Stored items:
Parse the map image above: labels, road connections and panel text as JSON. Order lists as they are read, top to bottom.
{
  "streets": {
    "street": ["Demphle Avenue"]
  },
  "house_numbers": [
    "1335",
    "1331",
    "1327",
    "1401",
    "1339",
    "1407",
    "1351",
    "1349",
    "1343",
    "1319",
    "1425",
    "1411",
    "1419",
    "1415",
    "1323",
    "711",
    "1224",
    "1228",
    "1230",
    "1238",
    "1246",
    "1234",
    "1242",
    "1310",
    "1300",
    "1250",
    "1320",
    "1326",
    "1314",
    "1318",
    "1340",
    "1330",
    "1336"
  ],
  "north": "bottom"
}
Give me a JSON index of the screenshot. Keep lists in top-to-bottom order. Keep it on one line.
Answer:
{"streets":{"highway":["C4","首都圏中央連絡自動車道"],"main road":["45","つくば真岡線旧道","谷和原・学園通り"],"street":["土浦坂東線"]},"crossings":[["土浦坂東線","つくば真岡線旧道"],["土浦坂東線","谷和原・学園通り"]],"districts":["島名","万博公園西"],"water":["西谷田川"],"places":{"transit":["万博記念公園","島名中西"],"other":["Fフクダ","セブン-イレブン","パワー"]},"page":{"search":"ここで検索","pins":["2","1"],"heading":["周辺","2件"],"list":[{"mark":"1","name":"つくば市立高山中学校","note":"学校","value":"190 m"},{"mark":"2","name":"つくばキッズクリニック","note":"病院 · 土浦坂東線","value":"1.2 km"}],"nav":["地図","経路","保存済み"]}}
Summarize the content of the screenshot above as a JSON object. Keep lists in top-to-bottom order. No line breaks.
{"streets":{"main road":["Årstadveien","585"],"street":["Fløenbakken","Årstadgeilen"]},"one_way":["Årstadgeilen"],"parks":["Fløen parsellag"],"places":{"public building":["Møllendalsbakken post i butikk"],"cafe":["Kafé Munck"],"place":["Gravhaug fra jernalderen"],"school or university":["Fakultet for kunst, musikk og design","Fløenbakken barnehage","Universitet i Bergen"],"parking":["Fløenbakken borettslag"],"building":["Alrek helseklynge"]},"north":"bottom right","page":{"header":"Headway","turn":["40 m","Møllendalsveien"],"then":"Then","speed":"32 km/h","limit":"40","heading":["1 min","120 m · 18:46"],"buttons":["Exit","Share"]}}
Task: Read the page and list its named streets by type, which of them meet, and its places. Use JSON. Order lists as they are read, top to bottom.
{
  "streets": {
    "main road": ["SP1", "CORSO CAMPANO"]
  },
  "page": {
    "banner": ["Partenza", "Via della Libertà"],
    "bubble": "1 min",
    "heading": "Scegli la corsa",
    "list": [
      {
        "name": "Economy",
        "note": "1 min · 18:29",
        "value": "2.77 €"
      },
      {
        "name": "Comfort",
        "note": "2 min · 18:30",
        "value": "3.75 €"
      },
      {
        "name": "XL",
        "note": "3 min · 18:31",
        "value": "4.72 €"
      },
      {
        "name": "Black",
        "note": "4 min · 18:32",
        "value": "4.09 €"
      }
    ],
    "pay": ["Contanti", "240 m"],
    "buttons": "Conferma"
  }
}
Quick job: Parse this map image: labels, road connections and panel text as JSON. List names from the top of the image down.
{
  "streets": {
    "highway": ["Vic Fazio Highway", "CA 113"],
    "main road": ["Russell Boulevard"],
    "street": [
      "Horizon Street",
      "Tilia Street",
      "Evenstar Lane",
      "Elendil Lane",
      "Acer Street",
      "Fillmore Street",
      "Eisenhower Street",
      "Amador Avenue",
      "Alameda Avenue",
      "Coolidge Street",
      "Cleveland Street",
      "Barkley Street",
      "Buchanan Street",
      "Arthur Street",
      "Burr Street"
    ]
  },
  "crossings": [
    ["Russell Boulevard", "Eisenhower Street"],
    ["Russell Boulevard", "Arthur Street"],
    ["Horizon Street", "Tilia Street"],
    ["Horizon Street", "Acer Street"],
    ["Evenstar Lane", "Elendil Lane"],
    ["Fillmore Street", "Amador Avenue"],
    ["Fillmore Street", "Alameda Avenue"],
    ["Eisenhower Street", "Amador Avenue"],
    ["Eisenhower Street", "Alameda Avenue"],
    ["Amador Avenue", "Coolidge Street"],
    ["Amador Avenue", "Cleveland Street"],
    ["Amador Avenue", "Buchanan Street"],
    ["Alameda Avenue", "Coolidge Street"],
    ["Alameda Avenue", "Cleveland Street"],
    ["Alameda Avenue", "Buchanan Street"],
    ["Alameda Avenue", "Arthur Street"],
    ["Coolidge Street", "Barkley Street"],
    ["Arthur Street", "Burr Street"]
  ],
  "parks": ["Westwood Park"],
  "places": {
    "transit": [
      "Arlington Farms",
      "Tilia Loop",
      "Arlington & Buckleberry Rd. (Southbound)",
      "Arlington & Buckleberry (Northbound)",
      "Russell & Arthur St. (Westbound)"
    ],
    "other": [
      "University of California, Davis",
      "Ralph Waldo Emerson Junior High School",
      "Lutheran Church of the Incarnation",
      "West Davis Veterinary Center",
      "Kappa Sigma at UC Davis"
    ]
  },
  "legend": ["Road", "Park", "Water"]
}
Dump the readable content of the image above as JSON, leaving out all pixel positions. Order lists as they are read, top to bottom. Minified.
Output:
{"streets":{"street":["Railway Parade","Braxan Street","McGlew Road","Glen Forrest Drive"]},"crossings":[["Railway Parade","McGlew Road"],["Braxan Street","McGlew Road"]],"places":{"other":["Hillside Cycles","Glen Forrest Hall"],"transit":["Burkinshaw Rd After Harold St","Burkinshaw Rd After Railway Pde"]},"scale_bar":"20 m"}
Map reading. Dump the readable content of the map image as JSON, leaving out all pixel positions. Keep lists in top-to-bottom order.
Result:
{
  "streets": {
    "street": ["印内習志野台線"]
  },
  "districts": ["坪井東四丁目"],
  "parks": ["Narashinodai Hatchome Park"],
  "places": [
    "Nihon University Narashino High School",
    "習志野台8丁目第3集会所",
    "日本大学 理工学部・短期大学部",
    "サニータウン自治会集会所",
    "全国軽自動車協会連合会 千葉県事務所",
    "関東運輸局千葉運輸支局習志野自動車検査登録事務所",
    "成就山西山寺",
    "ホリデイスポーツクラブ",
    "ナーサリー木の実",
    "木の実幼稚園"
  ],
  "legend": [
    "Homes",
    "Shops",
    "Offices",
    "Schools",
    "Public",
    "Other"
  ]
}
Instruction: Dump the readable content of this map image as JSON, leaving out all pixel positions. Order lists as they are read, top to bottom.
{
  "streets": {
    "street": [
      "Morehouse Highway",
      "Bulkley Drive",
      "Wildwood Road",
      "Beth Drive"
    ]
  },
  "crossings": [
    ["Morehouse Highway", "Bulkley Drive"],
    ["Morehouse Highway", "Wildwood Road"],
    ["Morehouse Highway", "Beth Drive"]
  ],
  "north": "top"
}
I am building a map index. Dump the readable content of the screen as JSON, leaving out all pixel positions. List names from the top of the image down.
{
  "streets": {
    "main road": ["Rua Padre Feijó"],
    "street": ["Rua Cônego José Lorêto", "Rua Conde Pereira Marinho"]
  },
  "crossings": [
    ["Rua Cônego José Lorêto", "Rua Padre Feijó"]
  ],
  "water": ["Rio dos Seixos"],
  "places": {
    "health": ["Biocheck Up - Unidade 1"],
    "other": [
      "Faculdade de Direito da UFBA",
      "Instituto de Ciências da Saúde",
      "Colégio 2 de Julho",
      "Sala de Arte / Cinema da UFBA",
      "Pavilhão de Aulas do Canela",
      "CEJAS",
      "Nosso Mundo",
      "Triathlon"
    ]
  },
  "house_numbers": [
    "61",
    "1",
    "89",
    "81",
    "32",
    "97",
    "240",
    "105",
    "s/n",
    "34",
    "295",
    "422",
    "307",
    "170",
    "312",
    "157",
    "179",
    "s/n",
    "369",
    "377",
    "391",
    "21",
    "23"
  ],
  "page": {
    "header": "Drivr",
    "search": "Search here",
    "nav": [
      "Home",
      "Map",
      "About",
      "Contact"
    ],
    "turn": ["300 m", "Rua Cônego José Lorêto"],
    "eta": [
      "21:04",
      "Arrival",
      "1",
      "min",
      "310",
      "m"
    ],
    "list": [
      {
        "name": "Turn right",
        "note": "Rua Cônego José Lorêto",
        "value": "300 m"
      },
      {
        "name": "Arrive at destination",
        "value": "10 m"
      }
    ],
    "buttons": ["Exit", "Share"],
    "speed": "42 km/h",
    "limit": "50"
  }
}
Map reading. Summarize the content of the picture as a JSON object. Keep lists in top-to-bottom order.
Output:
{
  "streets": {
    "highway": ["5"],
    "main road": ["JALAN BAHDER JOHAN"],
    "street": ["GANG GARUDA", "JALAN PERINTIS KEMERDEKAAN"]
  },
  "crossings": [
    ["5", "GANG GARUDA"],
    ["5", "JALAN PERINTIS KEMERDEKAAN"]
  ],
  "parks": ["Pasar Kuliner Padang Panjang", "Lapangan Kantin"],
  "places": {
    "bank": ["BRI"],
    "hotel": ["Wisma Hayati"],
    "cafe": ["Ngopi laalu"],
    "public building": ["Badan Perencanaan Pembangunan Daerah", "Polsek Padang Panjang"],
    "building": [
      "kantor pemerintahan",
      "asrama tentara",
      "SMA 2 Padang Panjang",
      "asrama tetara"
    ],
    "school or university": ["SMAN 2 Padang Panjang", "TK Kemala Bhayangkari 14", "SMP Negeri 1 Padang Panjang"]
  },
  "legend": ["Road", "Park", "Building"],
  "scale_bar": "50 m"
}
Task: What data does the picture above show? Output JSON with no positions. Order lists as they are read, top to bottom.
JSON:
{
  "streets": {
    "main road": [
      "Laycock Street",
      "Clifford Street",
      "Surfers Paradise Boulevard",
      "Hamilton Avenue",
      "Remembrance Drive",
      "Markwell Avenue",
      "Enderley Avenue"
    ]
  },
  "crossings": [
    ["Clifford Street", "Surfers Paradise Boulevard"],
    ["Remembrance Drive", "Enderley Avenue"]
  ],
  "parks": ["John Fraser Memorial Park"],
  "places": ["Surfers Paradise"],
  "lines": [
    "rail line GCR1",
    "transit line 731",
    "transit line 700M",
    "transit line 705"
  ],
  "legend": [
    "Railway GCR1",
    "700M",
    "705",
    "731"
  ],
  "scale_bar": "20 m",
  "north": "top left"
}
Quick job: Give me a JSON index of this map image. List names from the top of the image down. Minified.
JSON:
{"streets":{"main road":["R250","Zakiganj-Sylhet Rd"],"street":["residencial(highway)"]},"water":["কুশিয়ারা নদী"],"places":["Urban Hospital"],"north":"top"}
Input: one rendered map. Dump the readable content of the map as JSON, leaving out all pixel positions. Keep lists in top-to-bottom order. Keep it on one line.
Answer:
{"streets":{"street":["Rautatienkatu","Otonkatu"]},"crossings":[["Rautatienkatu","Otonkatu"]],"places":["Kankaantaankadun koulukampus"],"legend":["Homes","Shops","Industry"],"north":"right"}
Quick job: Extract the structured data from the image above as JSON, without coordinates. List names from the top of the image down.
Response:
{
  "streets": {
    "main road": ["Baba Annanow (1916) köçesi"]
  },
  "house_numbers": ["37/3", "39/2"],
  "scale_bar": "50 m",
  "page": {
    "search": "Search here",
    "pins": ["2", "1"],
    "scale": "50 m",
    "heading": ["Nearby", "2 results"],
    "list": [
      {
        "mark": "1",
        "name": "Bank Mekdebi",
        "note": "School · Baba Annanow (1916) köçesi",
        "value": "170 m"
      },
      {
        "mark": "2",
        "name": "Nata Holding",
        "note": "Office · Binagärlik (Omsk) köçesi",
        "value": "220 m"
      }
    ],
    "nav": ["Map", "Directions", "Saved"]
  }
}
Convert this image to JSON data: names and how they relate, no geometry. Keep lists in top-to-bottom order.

REQUIRED ACTION:
Among the entries, find every line holding "Minified" and return it.

RESPONSE:
Dump the readable content of the image above as JSON, leaving out all pixel positions. Order lists as they are read, top to bottom. Minified.
Quick job: Give me a JSON index of this map image. List names from the top of the image down. Minified.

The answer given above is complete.